Following are our responses to your questions requesting clarification:
1. | Form 10K for the year ended December 31, 2007, |
| a. | Item 9AT. Controls and Procedures, page 19 |
SEC Comment:
Please tell us and revise your filing to disclose if your disclosure controls and procedures were effective as of the period ended December 31, 2007
Response:
The word “effective” was inadvertently removed during the formatting process in converting from a Word to Edgar version. We are confirming that FST’s disclosure controls and procedures were effective as of the period ended December 31, 2007 and, accordingly, request that we are not required to revise our filing.

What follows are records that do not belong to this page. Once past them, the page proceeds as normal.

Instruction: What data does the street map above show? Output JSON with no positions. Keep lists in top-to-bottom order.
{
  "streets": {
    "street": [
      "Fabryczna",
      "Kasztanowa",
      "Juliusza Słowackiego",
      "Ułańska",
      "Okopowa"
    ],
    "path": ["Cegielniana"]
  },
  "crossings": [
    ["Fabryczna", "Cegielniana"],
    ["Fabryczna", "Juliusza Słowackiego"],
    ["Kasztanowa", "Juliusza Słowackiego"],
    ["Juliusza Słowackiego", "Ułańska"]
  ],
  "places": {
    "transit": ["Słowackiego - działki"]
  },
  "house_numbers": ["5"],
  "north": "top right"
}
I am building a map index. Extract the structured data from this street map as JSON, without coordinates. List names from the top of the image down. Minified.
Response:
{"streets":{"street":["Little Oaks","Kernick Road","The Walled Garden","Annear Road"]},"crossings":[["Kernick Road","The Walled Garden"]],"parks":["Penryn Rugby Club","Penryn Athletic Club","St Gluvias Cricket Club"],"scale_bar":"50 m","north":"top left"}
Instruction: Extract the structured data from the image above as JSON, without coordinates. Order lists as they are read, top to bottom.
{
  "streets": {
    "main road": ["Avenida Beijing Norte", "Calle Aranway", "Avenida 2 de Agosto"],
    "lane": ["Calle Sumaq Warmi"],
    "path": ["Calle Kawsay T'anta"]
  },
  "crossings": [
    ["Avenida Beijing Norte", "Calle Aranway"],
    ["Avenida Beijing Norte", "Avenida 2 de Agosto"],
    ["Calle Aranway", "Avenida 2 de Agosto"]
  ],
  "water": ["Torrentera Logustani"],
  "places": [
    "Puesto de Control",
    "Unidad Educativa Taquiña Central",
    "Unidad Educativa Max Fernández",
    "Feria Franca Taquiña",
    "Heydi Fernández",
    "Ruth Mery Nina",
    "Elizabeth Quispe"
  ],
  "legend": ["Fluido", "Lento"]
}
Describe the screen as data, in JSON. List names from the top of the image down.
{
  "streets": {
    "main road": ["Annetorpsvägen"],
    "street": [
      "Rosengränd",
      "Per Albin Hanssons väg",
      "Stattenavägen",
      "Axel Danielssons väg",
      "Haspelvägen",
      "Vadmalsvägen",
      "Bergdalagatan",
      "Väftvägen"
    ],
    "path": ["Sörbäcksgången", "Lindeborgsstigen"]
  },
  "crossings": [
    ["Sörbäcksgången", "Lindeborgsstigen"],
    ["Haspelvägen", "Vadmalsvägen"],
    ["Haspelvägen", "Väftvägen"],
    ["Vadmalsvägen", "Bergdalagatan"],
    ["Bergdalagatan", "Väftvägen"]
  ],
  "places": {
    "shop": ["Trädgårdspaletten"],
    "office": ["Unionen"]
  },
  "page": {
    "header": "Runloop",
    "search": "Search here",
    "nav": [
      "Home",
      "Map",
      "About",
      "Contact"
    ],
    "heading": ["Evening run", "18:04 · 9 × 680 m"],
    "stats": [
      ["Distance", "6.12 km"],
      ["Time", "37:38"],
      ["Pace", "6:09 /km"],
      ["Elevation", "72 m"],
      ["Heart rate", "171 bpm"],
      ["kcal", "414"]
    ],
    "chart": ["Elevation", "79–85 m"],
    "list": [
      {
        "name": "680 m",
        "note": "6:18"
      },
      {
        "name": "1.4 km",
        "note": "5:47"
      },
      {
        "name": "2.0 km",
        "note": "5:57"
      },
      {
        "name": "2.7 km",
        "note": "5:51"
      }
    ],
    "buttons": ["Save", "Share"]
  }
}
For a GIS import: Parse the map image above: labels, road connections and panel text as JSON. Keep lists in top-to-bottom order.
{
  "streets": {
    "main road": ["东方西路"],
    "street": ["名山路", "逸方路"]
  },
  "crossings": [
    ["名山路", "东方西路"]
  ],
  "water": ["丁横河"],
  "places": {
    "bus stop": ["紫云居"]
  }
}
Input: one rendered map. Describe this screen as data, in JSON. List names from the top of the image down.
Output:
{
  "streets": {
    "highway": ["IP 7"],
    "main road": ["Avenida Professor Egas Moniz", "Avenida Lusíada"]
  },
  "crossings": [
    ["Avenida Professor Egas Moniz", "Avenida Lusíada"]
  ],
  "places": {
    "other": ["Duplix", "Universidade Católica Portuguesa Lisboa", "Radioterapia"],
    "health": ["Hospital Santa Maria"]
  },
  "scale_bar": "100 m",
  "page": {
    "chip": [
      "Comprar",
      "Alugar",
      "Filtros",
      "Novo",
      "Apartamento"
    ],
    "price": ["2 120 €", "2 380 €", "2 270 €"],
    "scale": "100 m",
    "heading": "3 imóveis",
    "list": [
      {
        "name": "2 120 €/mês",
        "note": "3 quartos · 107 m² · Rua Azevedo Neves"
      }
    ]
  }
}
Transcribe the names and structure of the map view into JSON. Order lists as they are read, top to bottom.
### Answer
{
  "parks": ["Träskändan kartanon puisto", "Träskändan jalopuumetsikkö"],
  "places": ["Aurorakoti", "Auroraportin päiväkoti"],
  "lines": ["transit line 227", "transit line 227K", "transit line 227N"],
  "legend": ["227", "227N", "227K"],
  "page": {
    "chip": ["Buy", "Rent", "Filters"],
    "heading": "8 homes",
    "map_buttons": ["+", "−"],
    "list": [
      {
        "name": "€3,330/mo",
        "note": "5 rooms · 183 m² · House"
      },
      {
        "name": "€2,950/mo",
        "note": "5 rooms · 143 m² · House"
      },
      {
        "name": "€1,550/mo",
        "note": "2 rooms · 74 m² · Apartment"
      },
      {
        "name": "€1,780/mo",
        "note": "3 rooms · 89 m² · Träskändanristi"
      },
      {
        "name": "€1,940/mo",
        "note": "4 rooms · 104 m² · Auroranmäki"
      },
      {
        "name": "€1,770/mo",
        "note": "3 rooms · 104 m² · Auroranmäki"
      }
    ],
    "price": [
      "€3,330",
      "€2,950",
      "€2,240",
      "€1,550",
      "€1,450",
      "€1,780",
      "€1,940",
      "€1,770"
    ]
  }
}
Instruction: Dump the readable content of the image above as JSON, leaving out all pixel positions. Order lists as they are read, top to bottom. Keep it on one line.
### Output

| b. | WCM Pool LLC Financial Statements, Notes to Financial Statements. Note 2. Summary of Significant Accounting Polices, (a) Basis of Accounting, page 53 |
SEC Comment:
Please tell us and disclose in your filing the amount of cash which is restricted.
Response:
On WCM Pool LLC Financial Statements, Notes to Financial Statements. Note 2. Summary of Significant Accounting Polices, (a) Basis of Accounting, page 55 we disclose that “Cash represents amounts deposited with a bank and clearing broker, a portion of which is restricted for purposes of meeting margin requirements, which typically range from 0% to 35% of the notional amounts of the derivatives traded.” In addition, in Note 7. Derivative Instruments and Associated Risks, Credit Risk, we disclose the amount of cash that is segregated (restricted) at March 31, 2008 and December 31, 2007.
SEC Comment:
We note your certifications do not comply with the content of the certifications required under the Exchange Act Rules 13a-14(a) and 15d-14(a). Specifically we note you have included the phrase “do hereby” at the beginning of the certification, you have replaced “the registrant” with “Registrant” throughout the certification, you have included the phrase “such term is” in the introductory section of paragraph 4, and you have deleted the language “(the registrant’s fourth fiscal quarter in the case of an annual report)” from paragraph 4(c). Please revise your certifications in future filings to comply with Exchange Act Rules.
Response:
We acknowledge the Commission’s comments and will revise our certifications in future filings to comply with the Exchange Act Rules.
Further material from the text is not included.